**Brief**
Exactly as they appear, set down all of the records.

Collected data
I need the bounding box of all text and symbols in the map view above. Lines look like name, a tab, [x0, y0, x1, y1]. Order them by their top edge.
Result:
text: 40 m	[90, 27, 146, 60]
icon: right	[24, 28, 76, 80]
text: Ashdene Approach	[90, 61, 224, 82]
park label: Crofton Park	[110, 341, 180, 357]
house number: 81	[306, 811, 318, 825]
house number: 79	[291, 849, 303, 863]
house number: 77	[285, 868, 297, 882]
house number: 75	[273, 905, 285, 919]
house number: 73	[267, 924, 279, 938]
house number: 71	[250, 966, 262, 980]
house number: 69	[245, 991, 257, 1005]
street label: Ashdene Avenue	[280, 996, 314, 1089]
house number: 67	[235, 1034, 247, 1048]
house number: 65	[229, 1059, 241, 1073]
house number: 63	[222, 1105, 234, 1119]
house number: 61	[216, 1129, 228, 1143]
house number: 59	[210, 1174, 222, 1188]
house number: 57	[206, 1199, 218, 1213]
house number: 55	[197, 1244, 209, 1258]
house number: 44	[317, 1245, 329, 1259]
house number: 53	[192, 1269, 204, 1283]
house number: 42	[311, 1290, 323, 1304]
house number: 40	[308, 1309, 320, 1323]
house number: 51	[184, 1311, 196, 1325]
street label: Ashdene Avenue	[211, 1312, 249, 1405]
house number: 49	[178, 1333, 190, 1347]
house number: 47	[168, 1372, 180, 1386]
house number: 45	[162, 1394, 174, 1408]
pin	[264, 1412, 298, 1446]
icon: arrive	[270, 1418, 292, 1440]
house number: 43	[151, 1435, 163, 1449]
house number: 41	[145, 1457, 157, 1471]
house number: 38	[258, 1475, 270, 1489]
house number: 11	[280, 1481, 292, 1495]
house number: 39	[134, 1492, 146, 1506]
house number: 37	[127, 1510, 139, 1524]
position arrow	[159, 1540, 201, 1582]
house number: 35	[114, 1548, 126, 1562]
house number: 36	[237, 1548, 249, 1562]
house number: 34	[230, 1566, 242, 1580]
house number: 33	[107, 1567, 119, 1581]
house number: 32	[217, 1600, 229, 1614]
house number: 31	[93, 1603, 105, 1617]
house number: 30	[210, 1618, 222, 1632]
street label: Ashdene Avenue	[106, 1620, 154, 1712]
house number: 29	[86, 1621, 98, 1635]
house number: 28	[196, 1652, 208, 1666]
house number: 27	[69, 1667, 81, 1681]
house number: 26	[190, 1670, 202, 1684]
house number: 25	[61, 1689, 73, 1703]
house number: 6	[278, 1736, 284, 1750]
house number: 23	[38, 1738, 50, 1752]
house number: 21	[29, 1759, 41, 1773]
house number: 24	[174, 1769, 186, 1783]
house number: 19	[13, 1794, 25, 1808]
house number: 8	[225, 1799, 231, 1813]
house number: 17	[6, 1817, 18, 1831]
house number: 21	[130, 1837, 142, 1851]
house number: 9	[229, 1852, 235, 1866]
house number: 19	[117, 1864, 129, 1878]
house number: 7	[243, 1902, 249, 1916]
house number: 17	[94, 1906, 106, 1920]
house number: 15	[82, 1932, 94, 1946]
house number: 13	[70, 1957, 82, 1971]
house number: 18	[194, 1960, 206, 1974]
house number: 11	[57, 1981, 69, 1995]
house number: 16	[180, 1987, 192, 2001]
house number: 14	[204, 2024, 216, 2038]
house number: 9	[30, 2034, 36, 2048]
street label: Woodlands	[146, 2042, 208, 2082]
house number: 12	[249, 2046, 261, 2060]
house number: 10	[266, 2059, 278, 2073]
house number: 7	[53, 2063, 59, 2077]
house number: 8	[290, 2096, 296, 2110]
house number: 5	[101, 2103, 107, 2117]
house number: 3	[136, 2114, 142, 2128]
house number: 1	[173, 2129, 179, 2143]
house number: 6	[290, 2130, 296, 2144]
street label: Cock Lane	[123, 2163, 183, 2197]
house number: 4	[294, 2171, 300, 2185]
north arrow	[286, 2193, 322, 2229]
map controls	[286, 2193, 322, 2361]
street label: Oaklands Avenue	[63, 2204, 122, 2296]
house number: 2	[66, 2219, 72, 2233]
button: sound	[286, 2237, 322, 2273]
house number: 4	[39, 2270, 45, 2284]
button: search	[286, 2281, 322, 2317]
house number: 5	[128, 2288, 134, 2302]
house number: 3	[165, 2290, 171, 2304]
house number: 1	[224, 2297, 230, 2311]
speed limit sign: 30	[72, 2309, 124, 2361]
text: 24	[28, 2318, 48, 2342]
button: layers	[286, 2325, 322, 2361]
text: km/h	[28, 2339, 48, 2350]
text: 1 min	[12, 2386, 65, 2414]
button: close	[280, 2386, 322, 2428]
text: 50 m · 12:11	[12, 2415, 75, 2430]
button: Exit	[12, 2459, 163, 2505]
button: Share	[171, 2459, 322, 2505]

**Result of this exercise**
I need the bounding box of all text and symbols in the map view above. Lines look like name, a tab, [x0, y0, x1, y1]. Order them by their top edge.
Result:
text: 40 m	[90, 27, 146, 60]
icon: right	[24, 28, 76, 80]
text: Ashdene Approach	[90, 61, 224, 82]
park label: Crofton Park	[110, 341, 180, 357]
house number: 81	[306, 811, 318, 825]
house number: 79	[291, 849, 303, 863]
house number: 77	[285, 868, 297, 882]
house number: 75	[273, 905, 285, 919]
house number: 73	[267, 924, 279, 938]
house number: 71	[250, 966, 262, 980]
house number: 69	[245, 991, 257, 1005]
street label: Ashdene Avenue	[280, 996, 314, 1089]
house number: 67	[235, 1034, 247, 1048]
house number: 65	[229, 1059, 241, 1073]
house number: 63	[222, 1105, 234, 1119]
house number: 61	[216, 1129, 228, 1143]
house number: 59	[210, 1174, 222, 1188]
house number: 57	[206, 1199, 218, 1213]
house number: 55	[197, 1244, 209, 1258]
house number: 44	[317, 1245, 329, 1259]
house number: 53	[192, 1269, 204, 1283]
house number: 42	[311, 1290, 323, 1304]
house number: 40	[308, 1309, 320, 1323]
house number: 51	[184, 1311, 196, 1325]
street label: Ashdene Avenue	[211, 1312, 249, 1405]
house number: 49	[178, 1333, 190, 1347]
house number: 47	[168, 1372, 180, 1386]
house number: 45	[162, 1394, 174, 1408]
pin	[264, 1412, 298, 1446]
icon: arrive	[270, 1418, 292, 1440]
house number: 43	[151, 1435, 163, 1449]
house number: 41	[145, 1457, 157, 1471]
house number: 38	[258, 1475, 270, 1489]
house number: 11	[280, 1481, 292, 1495]
house number: 39	[134, 1492, 146, 1506]
house number: 37	[127, 1510, 139, 1524]
position arrow	[159, 1540, 201, 1582]
house number: 35	[114, 1548, 126, 1562]
house number: 36	[237, 1548, 249, 1562]
house number: 34	[230, 1566, 242, 1580]
house number: 33	[107, 1567, 119, 1581]
house number: 32	[217, 1600, 229, 1614]
house number: 31	[93, 1603, 105, 1617]
house number: 30	[210, 1618, 222, 1632]
street label: Ashdene Avenue	[106, 1620, 154, 1712]
house number: 29	[86, 1621, 98, 1635]
house number: 28	[196, 1652, 208, 1666]
house number: 27	[69, 1667, 81, 1681]
house number: 26	[190, 1670, 202, 1684]
house number: 25	[61, 1689, 73, 1703]
house number: 6	[278, 1736, 284, 1750]
house number: 23	[38, 1738, 50, 1752]
house number: 21	[29, 1759, 41, 1773]
house number: 24	[174, 1769, 186, 1783]
house number: 19	[13, 1794, 25, 1808]
house number: 8	[225, 1799, 231, 1813]
house number: 17	[6, 1817, 18, 1831]
house number: 21	[130, 1837, 142, 1851]
house number: 9	[229, 1852, 235, 1866]
house number: 19	[117, 1864, 129, 1878]
house number: 7	[243, 1902, 249, 1916]
house number: 17	[94, 1906, 106, 1920]
house number: 15	[82, 1932, 94, 1946]
house number: 13	[70, 1957, 82, 1971]
house number: 18	[194, 1960, 206, 1974]
house number: 11	[57, 1981, 69, 1995]
house number: 16	[180, 1987, 192, 2001]
house number: 14	[204, 2024, 216, 2038]
house number: 9	[30, 2034, 36, 2048]
street label: Woodlands	[146, 2042, 208, 2082]
house number: 12	[249, 2046, 261, 2060]
house number: 10	[266, 2059, 278, 2073]
house number: 7	[53, 2063, 59, 2077]
house number: 8	[290, 2096, 296, 2110]
house number: 5	[101, 2103, 107, 2117]
house number: 3	[136, 2114, 142, 2128]
house number: 1	[173, 2129, 179, 2143]
house number: 6	[290, 2130, 296, 2144]
street label: Cock Lane	[123, 2163, 183, 2197]
house number: 4	[294, 2171, 300, 2185]
north arrow	[286, 2193, 322, 2229]
map controls	[286, 2193, 322, 2361]
street label: Oaklands Avenue	[63, 2204, 122, 2296]
house number: 2	[66, 2219, 72, 2233]
button: sound	[286, 2237, 322, 2273]
house number: 4	[39, 2270, 45, 2284]
button: search	[286, 2281, 322, 2317]
house number: 5	[128, 2288, 134, 2302]
house number: 3	[165, 2290, 171, 2304]
house number: 1	[224, 2297, 230, 2311]
speed limit sign: 30	[72, 2309, 124, 2361]
text: 24	[28, 2318, 48, 2342]
button: layers	[286, 2325, 322, 2361]
text: km/h	[28, 2339, 48, 2350]
text: 1 min	[12, 2386, 65, 2414]
button: close	[280, 2386, 322, 2428]
text: 50 m · 12:11	[12, 2415, 75, 2430]
button: Exit	[12, 2459, 163, 2505]
button: Share	[171, 2459, 322, 2505]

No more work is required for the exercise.